Enfin, ce comportement, Julien l’applique également à la Marquise de la Mole plus tard dans son parcours. En effet, on assiste à un scénario proche de celui avec Mme de Rênal. Comme avec cette dernière, la liaison de Julien avec Mathilde de la Mole était avant tout un moyen d’ascension sociale. Ainsi, lorsque Mathilde s’offre à lui pour la première fois, au chapitre 16 de la deuxième partie, Julien n’éprouve que la satisfaction d’avoir conquis une femme de la haute noblesse parisienne. De plus, le fait qu’il entretienne en même temps une liaison avec la Maréchale de Fervaques montre que Julien est incapable d’aimer pleinement et honnêtement une femme. Le personnage est d’autant plus hypocrite qu’il écrit à Mme de Fervaques des lettres préalablement rédigées par son ami le prince Korasoff, sans même se soucier de ses réponses. Enfin, l’hypocrisie du personnage qui utilise l’amour pour arriver à ses fins est à son apogée au chapitre 34 de la partie II. Dans ce chapitre, Julien et Mathilde prévoient leur mariage et le marquis de la Mole va jusqu’à enrôler Julien chez les hussards et l’anoblir : celui-ci devient alors « Monsieur le chevalier Julien Sorel de La Vernaye ». Cet épisode marque ainsi le triomphe de Julien Sorel, fils de charpentier qui, par le biais de liaisons amoureuses hypocrites et opportunistes, parvient à atteindre son graal suprême : l’anoblissement.

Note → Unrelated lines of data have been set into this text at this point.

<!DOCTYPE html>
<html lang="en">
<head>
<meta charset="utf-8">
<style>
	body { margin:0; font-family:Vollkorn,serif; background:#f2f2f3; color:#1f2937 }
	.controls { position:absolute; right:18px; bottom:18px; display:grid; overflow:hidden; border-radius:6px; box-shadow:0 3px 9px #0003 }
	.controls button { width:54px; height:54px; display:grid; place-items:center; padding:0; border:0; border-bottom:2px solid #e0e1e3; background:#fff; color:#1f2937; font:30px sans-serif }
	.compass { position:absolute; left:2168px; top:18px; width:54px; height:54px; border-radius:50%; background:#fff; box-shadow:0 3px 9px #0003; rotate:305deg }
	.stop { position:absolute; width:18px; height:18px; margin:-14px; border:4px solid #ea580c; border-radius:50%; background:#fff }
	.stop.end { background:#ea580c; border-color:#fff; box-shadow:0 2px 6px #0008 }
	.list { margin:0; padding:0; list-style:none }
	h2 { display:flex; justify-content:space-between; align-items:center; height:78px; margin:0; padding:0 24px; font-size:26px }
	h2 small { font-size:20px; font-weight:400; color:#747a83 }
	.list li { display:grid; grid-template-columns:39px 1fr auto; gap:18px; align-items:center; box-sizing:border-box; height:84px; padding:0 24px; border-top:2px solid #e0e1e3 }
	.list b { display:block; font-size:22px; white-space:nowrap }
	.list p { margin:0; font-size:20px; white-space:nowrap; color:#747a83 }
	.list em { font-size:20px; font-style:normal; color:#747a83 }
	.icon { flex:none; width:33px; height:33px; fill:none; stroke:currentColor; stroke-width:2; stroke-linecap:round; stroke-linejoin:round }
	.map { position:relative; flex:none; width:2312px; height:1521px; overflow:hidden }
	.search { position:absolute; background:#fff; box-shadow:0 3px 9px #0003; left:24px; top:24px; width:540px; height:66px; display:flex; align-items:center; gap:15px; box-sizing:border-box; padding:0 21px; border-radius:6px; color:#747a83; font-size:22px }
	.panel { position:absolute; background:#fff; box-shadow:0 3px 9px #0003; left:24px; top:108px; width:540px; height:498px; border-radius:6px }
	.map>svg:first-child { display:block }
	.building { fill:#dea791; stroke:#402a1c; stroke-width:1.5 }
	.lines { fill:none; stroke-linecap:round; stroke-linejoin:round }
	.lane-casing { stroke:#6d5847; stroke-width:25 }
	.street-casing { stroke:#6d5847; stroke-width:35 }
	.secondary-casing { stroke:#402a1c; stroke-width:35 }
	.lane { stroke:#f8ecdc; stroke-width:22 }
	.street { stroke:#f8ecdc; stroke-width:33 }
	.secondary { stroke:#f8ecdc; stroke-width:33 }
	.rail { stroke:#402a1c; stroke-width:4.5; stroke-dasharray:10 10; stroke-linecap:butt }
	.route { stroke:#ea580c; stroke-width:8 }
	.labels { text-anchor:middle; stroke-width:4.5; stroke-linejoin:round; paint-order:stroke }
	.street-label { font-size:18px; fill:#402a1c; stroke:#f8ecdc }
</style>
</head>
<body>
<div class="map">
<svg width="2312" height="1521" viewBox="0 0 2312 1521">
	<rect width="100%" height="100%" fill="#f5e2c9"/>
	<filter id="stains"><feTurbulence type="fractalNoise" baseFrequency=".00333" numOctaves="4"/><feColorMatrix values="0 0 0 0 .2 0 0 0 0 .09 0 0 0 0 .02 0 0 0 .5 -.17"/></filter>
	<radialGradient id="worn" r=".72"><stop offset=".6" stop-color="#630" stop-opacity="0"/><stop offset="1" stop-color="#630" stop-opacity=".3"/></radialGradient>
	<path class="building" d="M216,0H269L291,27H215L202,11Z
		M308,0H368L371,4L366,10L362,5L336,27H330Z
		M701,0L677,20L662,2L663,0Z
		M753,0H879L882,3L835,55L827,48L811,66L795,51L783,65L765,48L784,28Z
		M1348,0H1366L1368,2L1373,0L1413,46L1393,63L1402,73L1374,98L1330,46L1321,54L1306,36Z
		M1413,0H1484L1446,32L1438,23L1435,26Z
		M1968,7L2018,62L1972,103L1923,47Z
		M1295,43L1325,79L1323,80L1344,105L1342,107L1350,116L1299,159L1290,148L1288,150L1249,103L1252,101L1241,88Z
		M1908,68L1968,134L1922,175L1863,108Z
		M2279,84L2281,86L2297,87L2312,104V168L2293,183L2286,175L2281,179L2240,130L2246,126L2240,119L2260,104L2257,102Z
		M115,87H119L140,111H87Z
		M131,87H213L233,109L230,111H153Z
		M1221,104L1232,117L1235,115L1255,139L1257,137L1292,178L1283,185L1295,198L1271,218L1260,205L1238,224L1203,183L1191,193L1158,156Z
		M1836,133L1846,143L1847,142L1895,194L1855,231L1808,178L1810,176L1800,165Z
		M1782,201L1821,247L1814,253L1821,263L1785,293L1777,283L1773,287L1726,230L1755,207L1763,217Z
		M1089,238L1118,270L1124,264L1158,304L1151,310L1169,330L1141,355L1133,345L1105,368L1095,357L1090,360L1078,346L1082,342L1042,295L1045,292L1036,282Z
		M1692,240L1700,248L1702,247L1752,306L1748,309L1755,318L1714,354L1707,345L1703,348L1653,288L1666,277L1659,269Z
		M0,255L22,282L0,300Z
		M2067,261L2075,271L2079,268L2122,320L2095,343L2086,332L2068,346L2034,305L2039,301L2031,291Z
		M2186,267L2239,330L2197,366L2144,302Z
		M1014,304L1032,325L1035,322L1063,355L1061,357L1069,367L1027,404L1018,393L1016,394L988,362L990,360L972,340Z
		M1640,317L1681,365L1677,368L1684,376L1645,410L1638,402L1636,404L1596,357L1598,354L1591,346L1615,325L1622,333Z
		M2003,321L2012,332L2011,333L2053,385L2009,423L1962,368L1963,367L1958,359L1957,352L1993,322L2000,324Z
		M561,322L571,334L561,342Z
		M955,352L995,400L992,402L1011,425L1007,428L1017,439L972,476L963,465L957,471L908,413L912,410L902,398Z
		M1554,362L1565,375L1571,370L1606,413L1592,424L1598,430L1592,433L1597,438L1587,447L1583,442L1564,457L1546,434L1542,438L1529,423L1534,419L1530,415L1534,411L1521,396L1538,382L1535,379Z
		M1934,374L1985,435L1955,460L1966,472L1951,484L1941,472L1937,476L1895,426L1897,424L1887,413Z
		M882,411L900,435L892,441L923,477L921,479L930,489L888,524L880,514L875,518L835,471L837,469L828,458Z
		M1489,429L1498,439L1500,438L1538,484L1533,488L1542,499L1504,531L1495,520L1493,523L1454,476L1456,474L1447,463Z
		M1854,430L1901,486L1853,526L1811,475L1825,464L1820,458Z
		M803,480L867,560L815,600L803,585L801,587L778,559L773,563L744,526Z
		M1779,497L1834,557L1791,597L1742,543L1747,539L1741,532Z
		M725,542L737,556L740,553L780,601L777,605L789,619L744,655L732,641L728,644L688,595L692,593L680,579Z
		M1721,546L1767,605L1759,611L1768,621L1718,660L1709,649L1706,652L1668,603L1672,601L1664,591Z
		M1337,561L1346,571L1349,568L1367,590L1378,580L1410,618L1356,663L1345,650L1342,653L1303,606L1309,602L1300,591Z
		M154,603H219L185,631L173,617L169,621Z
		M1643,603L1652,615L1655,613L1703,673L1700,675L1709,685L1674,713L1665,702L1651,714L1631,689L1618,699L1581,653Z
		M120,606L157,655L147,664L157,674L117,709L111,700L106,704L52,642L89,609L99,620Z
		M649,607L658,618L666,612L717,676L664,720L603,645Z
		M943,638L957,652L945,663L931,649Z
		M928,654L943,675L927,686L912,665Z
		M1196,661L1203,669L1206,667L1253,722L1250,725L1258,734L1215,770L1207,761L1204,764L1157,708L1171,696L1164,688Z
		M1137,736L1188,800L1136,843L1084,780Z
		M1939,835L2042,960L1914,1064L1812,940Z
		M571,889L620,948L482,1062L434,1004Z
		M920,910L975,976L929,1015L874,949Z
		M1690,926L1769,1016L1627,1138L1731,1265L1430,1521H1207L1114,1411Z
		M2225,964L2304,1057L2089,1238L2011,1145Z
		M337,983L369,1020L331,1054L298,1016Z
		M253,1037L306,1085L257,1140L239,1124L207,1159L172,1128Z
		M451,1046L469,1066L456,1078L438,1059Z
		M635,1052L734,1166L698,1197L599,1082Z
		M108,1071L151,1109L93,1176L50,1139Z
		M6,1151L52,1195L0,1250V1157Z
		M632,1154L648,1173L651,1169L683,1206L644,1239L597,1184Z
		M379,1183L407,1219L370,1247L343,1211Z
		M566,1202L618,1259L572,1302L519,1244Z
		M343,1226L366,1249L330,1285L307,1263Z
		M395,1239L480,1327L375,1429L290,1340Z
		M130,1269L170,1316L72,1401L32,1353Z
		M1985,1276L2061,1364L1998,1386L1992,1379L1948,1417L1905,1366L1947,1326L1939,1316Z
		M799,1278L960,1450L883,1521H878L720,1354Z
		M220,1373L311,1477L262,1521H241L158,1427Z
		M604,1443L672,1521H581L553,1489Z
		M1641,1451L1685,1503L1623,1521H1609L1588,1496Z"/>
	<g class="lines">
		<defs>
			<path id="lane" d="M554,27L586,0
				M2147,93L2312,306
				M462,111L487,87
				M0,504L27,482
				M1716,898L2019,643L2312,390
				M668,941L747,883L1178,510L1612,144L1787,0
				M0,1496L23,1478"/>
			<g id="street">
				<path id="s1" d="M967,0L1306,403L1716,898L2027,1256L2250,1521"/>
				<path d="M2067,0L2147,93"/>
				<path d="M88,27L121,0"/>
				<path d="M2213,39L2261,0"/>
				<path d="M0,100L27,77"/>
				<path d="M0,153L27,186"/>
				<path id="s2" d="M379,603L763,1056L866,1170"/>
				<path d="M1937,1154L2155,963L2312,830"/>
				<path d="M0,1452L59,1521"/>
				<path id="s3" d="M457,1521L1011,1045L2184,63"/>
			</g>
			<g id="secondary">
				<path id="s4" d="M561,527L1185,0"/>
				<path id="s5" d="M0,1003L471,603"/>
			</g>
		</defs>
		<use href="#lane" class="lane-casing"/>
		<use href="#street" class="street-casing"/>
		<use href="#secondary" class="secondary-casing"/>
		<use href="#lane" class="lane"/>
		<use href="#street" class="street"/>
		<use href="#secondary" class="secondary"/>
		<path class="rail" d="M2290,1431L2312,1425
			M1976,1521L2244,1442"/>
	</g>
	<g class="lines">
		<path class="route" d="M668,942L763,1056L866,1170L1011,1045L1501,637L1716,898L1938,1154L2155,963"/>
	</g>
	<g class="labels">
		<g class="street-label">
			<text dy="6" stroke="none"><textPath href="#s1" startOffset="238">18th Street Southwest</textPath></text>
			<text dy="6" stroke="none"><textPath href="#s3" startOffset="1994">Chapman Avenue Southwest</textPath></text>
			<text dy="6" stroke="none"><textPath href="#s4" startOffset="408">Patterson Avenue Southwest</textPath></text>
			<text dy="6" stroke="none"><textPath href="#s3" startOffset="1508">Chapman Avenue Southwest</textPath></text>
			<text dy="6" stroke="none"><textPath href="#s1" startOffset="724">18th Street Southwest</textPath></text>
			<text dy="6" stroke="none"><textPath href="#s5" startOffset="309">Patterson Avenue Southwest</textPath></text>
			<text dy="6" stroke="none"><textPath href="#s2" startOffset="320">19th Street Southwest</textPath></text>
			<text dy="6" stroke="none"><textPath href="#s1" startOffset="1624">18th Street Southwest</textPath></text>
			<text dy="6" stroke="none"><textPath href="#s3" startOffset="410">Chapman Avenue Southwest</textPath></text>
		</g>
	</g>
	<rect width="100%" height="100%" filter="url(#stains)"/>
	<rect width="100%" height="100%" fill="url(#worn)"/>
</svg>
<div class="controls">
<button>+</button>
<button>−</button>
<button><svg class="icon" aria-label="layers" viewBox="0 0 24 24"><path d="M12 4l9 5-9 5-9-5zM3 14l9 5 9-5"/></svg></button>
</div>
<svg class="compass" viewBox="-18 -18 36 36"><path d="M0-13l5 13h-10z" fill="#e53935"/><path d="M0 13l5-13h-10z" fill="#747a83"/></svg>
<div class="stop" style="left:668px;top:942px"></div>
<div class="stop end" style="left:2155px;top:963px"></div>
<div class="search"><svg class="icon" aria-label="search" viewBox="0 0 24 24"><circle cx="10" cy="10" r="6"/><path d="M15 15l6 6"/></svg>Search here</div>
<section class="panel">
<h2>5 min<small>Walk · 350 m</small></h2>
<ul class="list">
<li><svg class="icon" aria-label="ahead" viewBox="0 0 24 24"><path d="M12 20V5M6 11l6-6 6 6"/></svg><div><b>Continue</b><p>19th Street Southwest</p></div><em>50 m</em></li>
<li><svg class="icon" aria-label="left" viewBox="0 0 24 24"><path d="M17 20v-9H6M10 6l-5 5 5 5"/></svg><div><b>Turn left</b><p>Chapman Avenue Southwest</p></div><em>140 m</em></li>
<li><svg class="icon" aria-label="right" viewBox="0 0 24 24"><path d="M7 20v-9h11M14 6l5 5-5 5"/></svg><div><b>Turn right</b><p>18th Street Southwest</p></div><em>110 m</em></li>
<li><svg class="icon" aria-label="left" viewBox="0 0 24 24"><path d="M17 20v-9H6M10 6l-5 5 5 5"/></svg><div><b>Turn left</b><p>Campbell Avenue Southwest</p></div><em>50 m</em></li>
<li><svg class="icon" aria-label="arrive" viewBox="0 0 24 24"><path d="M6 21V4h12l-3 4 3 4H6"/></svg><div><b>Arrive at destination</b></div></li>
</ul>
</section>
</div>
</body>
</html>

Ainsi, tout au long du roman, Julien va se servir à la fois de sa carrière ecclésiastique et de ses relations amoureuses, en toute hypocrisie, pour gravir les échelons de la société française de la Restauration. Cependant, cette hypocrisie doit être nuancée et peu être expliquée par le contexte de l’époque, qui ne laissait à Julien aucun autre choix pour assouvir ses ambitions.
II/ Cependant, Julien est avant tout un personnage victime de son époque
A) Une ambition trop grande qui lui vaut les inimités de personnages haut placés mais également de ceux de son propre milieu
Julien n’a de sentiment d’appartenance dans aucun milieu social :
Julien et son milieu ouvrier s’échangent un rejet mutuel :
Ex : chapitre 4 : premier portrait de Julien Sorel, qui se fait battre par son père car en train de lire Le Mémorial de Sainte-Hélène, pendant que ses frères travaillent à la scierie. Personnage d’une intelligence supérieure, qui est pour cela méprisé par son milieu : « dans les jeux du dimanche, sur la place publique, il était toujours battu »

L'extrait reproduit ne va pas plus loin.